Le sénateur Lummis tire la sonnette d’alarme : le délai réglementaire pour les actifs numériques pourrait glisser de près d’une décennie

L’industrie américaine de la cryptographie pourrait faire face à quatre années supplémentaires de revers réglementaire si le Congrès ne parvient pas à adopter la loi CLARITY au cours de cette session. La sénatrice Cynthia Lummis a averti que si les législateurs ratent cette opportunité, le projet de loi pourrait ne pas revenir avant 2030. L'avertissement intervient alors que les sociétés de cryptographie, les développeurs et les investisseurs continuent d'attendre des règles claires pour le secteur.
Pourquoi le sénateur Lummis met-il en garde contre un report de 2030 ?
Selon Lummis, le Congrès actuel pourrait être la meilleure chance pour l’industrie de la cryptographie d’adopter la loi CLARITY tant attendue. Le projet de loi a déjà reçu un fort soutien bipartisan, passant par la Chambre par 294 voix contre 134.
Récemment, le Comité sénatorial des banques a approuvé une version mise à jour du projet de loi lors d'un vote bipartisan par 15 voix contre 9, ce qui le rapproche encore plus de son statut de loi.

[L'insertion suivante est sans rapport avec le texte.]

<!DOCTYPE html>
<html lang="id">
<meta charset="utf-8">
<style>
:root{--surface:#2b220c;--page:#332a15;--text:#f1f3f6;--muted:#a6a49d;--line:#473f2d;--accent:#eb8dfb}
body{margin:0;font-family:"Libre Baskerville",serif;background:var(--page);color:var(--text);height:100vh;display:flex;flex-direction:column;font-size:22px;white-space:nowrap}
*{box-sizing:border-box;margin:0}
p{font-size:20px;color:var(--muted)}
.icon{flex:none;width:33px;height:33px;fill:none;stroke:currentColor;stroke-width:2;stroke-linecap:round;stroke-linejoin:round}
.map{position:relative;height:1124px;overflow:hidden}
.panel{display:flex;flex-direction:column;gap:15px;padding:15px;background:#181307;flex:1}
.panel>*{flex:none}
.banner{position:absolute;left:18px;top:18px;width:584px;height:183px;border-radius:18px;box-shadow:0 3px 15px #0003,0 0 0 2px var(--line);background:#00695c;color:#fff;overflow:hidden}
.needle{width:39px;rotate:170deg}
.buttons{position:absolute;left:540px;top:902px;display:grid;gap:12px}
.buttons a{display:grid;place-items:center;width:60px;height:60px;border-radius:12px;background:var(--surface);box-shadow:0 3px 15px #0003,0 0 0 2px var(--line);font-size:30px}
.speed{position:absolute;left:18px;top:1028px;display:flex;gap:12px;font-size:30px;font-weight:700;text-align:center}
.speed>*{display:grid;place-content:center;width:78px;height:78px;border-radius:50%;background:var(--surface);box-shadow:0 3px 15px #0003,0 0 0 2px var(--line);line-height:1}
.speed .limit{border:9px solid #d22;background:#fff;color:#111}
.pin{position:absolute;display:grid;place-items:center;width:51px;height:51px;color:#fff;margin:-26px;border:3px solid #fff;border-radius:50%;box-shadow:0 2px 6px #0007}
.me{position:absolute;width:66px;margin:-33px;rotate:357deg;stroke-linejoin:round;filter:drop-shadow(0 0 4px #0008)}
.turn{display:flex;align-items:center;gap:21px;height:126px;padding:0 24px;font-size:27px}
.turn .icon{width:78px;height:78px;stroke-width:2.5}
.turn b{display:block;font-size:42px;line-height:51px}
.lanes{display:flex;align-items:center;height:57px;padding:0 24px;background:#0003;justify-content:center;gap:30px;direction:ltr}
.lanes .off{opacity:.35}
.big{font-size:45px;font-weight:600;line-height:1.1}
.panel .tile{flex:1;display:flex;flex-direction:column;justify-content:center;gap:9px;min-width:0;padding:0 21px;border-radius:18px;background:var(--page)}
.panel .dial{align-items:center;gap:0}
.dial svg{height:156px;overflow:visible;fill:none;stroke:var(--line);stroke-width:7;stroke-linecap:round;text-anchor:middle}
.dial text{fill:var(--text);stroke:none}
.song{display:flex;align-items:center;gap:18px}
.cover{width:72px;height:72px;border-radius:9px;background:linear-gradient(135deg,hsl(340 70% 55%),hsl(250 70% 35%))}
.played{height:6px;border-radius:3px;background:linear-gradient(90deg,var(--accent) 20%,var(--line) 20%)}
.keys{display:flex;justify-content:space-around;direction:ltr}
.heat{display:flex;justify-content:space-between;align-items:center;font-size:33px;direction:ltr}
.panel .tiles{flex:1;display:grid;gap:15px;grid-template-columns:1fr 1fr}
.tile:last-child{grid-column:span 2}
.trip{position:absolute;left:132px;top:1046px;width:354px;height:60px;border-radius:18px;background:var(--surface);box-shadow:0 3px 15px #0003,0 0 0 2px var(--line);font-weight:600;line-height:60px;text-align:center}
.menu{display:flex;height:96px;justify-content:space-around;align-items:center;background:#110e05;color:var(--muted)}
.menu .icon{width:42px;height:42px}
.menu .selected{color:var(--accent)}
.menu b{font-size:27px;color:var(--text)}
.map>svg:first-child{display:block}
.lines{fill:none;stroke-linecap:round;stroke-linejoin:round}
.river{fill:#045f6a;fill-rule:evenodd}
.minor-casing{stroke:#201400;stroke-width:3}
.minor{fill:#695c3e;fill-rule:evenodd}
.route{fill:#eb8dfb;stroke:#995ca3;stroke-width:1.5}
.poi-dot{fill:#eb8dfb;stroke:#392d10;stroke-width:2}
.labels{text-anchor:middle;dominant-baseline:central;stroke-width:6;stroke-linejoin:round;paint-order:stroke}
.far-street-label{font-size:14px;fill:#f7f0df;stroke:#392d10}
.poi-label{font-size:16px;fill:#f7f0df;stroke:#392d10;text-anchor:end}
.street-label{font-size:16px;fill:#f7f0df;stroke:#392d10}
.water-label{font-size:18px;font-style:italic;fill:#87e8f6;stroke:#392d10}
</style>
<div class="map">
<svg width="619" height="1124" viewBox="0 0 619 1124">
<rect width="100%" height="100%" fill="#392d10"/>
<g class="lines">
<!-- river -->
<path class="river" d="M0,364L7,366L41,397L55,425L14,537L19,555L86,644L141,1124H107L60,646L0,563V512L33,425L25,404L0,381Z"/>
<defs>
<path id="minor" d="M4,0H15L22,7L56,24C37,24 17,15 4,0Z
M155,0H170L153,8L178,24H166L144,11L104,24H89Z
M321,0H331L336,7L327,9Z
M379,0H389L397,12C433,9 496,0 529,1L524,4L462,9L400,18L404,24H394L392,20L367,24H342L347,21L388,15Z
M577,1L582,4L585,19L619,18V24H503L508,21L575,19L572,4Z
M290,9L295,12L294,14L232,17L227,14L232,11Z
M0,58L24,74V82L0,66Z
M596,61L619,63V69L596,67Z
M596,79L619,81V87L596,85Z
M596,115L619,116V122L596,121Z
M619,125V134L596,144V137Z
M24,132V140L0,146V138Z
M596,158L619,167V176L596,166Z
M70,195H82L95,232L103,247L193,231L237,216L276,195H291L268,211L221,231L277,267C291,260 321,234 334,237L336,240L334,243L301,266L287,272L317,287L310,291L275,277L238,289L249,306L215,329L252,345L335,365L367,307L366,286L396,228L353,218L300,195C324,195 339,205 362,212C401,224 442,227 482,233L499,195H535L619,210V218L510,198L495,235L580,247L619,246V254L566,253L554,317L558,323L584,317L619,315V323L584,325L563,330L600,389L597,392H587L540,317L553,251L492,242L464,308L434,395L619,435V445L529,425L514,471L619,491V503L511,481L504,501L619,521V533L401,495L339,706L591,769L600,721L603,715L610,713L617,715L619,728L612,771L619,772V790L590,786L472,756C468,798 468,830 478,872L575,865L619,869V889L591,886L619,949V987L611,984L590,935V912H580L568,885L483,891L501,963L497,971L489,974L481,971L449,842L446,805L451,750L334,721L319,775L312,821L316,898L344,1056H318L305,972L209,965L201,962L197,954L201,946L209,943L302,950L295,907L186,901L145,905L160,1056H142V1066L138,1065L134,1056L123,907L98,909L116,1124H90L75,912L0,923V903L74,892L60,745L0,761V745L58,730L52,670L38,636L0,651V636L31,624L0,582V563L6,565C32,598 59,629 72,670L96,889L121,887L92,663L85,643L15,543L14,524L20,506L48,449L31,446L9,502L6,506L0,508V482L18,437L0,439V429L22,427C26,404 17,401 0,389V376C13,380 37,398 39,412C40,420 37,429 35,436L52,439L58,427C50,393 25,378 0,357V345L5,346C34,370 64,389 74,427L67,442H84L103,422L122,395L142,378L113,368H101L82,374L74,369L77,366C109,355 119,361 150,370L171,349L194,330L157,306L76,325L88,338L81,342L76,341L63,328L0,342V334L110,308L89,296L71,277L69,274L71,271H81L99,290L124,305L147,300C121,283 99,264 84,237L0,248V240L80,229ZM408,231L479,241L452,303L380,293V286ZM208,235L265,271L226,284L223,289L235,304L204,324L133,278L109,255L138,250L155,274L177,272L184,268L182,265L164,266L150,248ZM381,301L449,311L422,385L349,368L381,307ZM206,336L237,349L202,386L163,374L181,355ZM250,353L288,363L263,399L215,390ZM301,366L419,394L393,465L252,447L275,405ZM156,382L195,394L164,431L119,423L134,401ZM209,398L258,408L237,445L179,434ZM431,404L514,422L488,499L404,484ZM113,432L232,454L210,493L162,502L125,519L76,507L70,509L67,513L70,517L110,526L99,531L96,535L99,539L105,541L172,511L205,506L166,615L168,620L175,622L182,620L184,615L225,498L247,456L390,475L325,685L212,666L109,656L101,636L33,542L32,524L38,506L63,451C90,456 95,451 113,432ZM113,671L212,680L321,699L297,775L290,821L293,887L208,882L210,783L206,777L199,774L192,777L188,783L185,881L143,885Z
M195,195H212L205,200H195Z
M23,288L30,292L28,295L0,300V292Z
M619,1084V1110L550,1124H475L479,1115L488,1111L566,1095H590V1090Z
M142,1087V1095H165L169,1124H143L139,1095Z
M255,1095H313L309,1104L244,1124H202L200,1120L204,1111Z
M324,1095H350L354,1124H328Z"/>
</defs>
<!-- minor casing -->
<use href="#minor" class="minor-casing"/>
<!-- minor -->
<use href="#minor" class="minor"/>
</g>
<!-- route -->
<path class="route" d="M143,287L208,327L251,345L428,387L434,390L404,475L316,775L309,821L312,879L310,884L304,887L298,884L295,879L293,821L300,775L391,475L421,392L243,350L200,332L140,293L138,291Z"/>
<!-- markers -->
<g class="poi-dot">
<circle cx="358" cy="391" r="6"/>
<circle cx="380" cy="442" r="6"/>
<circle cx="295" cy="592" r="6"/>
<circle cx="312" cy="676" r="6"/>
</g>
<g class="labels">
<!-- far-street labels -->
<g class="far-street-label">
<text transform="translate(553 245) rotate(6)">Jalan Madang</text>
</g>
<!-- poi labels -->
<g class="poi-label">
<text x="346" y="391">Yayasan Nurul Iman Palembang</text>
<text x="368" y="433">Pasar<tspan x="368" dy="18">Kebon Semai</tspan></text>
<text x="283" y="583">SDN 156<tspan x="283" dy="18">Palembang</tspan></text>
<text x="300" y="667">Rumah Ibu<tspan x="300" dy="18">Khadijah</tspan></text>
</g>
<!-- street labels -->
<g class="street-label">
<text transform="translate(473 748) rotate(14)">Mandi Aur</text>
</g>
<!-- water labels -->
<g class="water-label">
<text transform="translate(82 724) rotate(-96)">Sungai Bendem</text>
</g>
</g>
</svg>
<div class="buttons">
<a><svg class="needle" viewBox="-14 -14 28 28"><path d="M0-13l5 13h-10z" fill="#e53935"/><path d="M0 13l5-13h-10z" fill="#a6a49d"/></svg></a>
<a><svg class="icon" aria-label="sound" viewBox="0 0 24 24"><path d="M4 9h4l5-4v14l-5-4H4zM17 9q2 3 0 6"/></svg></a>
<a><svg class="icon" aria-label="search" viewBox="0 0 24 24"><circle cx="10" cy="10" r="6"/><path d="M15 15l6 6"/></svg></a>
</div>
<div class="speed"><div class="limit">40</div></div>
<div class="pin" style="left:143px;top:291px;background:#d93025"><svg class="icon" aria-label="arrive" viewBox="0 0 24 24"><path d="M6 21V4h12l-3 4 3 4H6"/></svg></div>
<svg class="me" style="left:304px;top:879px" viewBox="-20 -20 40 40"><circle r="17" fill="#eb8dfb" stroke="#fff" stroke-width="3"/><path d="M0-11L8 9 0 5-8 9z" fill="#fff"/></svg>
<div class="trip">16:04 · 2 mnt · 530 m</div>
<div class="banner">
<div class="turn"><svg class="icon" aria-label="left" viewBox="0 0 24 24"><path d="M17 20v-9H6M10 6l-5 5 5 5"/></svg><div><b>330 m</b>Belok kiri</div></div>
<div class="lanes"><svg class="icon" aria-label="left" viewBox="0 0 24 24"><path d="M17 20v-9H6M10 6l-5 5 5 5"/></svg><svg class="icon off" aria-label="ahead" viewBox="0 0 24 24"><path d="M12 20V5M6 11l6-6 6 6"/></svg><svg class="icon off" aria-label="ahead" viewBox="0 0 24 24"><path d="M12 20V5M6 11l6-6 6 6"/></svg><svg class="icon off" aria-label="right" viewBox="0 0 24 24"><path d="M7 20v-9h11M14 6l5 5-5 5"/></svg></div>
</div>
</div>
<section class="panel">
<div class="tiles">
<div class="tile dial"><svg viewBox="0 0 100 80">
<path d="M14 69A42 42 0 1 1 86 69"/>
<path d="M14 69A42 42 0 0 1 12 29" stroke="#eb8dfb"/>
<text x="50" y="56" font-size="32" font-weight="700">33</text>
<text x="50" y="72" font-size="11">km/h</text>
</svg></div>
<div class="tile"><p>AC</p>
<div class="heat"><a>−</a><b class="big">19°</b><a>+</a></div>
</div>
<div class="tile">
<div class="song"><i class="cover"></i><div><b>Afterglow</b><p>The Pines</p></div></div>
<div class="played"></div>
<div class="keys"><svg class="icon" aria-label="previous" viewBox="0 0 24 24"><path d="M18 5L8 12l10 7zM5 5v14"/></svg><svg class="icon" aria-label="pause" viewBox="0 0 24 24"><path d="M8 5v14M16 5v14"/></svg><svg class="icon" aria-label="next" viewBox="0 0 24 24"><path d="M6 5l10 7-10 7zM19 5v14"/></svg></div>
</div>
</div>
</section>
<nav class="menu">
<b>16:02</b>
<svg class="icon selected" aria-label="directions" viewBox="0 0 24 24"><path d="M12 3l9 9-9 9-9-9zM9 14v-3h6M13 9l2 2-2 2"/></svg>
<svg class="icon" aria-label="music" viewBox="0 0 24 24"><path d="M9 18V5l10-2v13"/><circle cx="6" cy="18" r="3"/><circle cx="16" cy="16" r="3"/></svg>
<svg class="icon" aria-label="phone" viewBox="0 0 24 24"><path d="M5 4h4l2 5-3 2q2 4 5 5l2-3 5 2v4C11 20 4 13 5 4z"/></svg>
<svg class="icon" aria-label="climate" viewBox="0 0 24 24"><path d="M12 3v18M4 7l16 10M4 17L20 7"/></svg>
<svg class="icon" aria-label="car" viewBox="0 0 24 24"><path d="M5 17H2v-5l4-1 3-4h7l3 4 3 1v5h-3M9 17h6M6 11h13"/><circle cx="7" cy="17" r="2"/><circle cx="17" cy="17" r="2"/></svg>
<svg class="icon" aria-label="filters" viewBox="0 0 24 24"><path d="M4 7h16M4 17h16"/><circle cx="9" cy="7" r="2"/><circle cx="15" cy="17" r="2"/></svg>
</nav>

Cependant, Lummis prévient qu’à l’approche des élections de mi-mandat de 2026, le temps pour agir est très limité. Ainsi, si le projet de loi ne parvient pas à être adopté par les deux chambres du Congrès avant la fin du mandat actuel, le processus législatif redémarrerait effectivement, obligeant les législateurs à recommencer le processus dans un nouveau Congrès. Pour cette raison, Lummis estime que si le Congrès manque cette opportunité, une autre bonne chance d'adopter la loi CLARITY ne se présentera peut-être pas avant 2030.
Que se passe-t-il si la loi CLARITY n’est pas adoptée ?
Lummis a également averti que retarder l’action laisserait les développeurs de cryptographie sans protection juridique claire.
Dans le même temps, les régulateurs et les forces de l’ordre manqueraient d’outils modernes pour lutter contre la fraude, la manipulation du marché et les risques émergents sur les marchés des actifs numériques.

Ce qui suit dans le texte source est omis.